▶ [EXERCISE PROMPT]: Output the first line of the listing and each line after it, up to and including the line that contains "g.font = font", exactly as written, minus the pictures.

▶ [PROVIDED INFORMATION]:

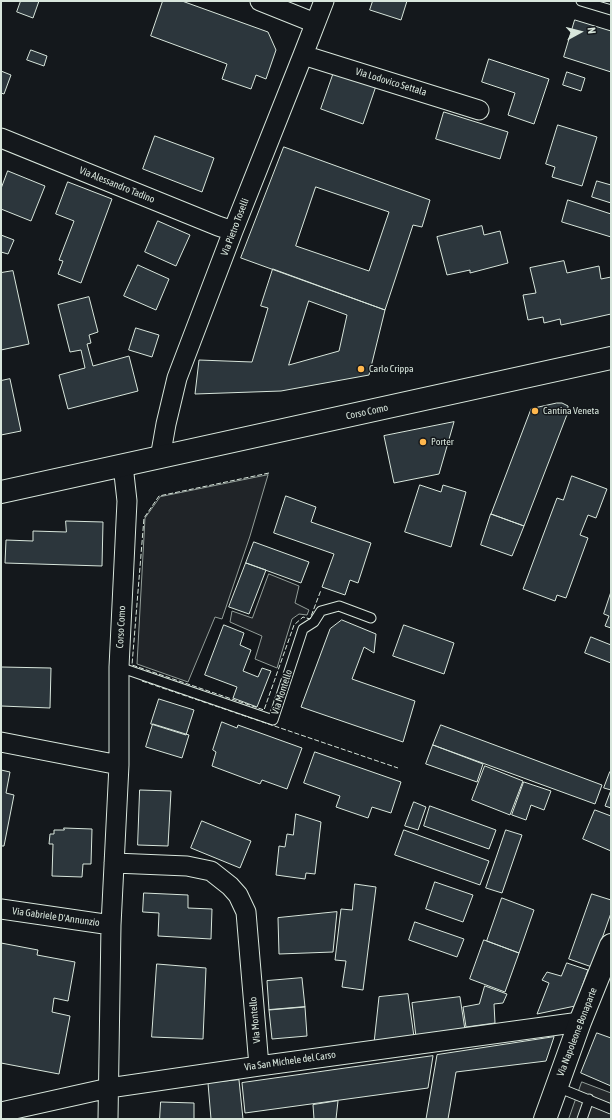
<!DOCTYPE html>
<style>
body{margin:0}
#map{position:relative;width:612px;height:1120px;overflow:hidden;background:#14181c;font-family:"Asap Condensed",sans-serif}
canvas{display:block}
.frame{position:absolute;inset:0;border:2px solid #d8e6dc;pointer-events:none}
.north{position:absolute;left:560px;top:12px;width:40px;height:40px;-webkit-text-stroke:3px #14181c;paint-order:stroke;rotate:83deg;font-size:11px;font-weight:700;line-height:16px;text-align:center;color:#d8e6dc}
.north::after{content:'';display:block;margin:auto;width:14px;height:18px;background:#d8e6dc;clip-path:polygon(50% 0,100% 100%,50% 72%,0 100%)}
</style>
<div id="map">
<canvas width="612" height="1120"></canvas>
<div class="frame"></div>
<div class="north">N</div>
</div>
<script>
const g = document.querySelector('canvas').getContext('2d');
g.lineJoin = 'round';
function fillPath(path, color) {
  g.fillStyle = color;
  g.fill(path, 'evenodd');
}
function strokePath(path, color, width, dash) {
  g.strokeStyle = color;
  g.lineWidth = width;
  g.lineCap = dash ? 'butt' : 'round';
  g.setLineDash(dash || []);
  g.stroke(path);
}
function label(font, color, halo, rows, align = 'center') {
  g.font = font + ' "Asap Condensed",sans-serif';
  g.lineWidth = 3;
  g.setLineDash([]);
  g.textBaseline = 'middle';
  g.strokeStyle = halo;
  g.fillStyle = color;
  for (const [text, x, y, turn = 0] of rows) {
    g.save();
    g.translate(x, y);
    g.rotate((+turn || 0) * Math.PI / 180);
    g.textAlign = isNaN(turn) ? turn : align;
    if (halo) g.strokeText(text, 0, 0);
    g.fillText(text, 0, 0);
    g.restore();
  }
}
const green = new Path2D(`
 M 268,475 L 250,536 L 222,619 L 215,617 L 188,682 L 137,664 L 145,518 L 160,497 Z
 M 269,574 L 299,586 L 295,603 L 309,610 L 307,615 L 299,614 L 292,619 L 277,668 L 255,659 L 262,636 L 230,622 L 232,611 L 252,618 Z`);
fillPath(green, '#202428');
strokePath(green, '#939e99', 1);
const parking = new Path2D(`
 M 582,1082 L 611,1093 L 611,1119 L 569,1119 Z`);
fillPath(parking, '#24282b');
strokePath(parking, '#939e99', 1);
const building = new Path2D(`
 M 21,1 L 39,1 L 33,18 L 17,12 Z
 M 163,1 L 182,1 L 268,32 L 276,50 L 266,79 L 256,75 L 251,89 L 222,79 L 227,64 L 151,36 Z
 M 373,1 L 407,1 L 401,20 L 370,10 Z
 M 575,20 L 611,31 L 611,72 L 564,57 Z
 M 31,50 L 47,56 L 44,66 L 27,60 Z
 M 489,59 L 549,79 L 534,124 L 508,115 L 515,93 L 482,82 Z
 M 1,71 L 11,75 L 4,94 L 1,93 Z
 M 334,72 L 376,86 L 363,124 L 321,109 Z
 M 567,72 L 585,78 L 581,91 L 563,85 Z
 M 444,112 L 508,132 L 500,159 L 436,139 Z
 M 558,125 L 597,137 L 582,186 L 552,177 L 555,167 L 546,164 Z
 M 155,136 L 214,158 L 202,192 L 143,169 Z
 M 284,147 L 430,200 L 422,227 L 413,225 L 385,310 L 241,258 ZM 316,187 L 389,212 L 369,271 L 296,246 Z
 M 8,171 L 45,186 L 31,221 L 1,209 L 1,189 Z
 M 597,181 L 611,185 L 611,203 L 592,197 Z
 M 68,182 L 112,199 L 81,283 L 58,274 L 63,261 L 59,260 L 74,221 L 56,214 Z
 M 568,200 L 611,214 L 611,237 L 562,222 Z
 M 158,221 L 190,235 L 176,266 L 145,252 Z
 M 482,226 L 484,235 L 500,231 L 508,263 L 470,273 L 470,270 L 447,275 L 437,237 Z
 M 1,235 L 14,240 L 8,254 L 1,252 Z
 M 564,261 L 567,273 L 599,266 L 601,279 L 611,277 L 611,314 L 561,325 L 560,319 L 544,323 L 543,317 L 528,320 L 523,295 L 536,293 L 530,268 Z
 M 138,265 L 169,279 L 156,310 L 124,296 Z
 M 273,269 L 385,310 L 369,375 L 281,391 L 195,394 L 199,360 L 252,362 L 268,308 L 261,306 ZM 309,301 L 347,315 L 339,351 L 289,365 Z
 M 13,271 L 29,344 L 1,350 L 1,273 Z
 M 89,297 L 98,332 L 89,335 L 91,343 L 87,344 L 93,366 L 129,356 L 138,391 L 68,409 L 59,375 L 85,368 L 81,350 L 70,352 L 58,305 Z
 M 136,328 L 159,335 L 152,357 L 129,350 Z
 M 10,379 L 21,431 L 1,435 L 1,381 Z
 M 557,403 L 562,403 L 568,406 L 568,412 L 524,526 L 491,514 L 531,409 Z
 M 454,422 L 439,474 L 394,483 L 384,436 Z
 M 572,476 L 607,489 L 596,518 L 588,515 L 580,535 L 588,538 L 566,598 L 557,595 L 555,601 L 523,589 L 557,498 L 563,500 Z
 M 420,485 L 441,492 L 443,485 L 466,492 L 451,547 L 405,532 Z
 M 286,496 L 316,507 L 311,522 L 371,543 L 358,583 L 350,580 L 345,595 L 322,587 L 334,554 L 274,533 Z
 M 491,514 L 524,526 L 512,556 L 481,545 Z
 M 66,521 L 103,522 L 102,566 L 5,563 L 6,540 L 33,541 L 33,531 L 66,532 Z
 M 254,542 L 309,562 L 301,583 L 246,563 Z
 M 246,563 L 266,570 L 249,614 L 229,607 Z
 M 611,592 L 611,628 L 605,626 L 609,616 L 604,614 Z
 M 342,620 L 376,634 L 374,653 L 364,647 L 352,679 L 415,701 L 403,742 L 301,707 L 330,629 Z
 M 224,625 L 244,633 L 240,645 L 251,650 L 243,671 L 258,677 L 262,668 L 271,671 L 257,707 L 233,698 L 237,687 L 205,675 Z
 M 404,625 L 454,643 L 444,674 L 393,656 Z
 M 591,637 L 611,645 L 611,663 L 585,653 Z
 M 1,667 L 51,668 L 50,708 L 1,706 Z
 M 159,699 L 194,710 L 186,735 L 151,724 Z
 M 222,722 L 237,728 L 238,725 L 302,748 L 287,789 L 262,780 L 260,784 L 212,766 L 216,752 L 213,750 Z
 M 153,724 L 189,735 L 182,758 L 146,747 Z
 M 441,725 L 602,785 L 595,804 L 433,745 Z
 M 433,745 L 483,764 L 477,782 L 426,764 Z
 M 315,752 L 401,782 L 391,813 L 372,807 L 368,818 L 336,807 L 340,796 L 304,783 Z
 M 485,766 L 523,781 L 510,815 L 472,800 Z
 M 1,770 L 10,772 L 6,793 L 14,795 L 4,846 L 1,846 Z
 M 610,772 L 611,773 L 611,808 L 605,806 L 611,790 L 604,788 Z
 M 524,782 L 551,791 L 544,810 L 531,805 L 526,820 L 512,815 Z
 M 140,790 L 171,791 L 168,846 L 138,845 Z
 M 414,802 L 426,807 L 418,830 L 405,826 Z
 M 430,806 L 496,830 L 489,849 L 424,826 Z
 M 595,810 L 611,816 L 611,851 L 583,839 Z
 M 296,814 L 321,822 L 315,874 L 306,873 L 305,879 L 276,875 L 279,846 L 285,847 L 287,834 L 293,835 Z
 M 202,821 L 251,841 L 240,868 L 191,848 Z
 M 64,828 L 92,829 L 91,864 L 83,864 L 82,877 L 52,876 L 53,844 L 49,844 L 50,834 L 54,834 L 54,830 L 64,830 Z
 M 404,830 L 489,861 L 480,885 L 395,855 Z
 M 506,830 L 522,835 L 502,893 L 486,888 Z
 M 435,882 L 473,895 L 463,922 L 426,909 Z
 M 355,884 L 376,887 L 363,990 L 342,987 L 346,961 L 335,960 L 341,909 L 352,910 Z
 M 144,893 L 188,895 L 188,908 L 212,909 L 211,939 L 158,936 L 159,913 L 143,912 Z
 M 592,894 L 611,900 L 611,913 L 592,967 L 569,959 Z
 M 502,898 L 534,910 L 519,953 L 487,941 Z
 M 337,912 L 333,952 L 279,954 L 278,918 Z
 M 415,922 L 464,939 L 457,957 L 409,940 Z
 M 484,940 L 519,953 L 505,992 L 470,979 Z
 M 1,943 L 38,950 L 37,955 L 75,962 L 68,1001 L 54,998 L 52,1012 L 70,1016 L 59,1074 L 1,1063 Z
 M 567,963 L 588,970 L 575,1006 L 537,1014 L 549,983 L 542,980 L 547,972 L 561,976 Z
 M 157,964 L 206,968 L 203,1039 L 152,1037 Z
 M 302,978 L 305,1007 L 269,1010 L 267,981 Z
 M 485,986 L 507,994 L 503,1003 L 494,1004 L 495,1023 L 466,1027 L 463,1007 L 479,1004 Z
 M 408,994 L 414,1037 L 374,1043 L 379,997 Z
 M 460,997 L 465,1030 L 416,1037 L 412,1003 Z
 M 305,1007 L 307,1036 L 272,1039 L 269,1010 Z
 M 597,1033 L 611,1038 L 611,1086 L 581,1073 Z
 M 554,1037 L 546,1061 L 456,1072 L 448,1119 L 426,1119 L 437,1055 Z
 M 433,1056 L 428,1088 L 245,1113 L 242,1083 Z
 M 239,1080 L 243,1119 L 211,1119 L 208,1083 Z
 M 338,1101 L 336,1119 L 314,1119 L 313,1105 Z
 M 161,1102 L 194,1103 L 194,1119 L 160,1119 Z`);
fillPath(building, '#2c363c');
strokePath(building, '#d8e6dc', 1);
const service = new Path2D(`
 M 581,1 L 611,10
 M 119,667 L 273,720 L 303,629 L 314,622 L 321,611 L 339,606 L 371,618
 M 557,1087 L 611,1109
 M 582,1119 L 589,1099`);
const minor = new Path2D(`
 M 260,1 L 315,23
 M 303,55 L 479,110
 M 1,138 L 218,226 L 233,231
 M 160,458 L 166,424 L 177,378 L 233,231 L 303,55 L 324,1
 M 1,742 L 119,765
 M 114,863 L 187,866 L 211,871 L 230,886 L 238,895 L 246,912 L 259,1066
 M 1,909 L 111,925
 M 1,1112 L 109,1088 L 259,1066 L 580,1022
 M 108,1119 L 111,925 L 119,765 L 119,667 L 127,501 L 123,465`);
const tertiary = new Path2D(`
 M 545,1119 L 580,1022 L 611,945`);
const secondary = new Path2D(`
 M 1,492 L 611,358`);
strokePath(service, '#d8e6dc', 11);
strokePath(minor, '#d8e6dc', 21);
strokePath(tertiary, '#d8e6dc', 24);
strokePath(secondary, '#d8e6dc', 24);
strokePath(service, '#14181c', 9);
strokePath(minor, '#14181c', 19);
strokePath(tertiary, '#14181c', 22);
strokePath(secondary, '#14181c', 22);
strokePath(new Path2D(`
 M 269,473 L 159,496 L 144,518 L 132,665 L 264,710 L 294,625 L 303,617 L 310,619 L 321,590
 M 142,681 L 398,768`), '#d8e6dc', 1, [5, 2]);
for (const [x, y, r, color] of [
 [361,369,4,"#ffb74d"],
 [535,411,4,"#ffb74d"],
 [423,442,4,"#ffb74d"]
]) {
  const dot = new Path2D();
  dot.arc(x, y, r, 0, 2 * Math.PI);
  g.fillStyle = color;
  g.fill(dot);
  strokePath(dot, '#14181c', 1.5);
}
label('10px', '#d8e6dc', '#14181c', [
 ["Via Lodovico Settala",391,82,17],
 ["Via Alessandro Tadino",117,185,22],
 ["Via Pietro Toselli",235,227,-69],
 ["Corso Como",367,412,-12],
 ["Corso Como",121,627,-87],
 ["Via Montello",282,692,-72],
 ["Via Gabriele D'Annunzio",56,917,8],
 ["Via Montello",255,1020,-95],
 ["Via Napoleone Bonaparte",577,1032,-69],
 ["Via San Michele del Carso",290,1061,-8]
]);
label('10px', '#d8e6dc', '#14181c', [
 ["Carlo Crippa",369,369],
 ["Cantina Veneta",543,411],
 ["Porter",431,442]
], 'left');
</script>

▶ [SOLVED EXERCISE]:
<!DOCTYPE html>
<style>
body{margin:0}
#map{position:relative;width:612px;height:1120px;overflow:hidden;background:#14181c;font-family:"Asap Condensed",sans-serif}
canvas{display:block}
.frame{position:absolute;inset:0;border:2px solid #d8e6dc;pointer-events:none}
.north{position:absolute;left:560px;top:12px;width:40px;height:40px;-webkit-text-stroke:3px #14181c;paint-order:stroke;rotate:83deg;font-size:11px;font-weight:700;line-height:16px;text-align:center;color:#d8e6dc}
.north::after{content:'';display:block;margin:auto;width:14px;height:18px;background:#d8e6dc;clip-path:polygon(50% 0,100% 100%,50% 72%,0 100%)}
</style>
<div id="map">
<canvas width="612" height="1120"></canvas>
<div class="frame"></div>
<div class="north">N</div>
</div>
<script>
const g = document.querySelector('canvas').getContext('2d');
g.lineJoin = 'round';
function fillPath(path, color) {
  g.fillStyle = color;
  g.fill(path, 'evenodd');
}
function strokePath(path, color, width, dash) {
  g.strokeStyle = color;
  g.lineWidth = width;
  g.lineCap = dash ? 'butt' : 'round';
  g.setLineDash(dash || []);
  g.stroke(path);
}
function label(font, color, halo, rows, align = 'center') {
  g.font = font + ' "Asap Condensed",sans-serif';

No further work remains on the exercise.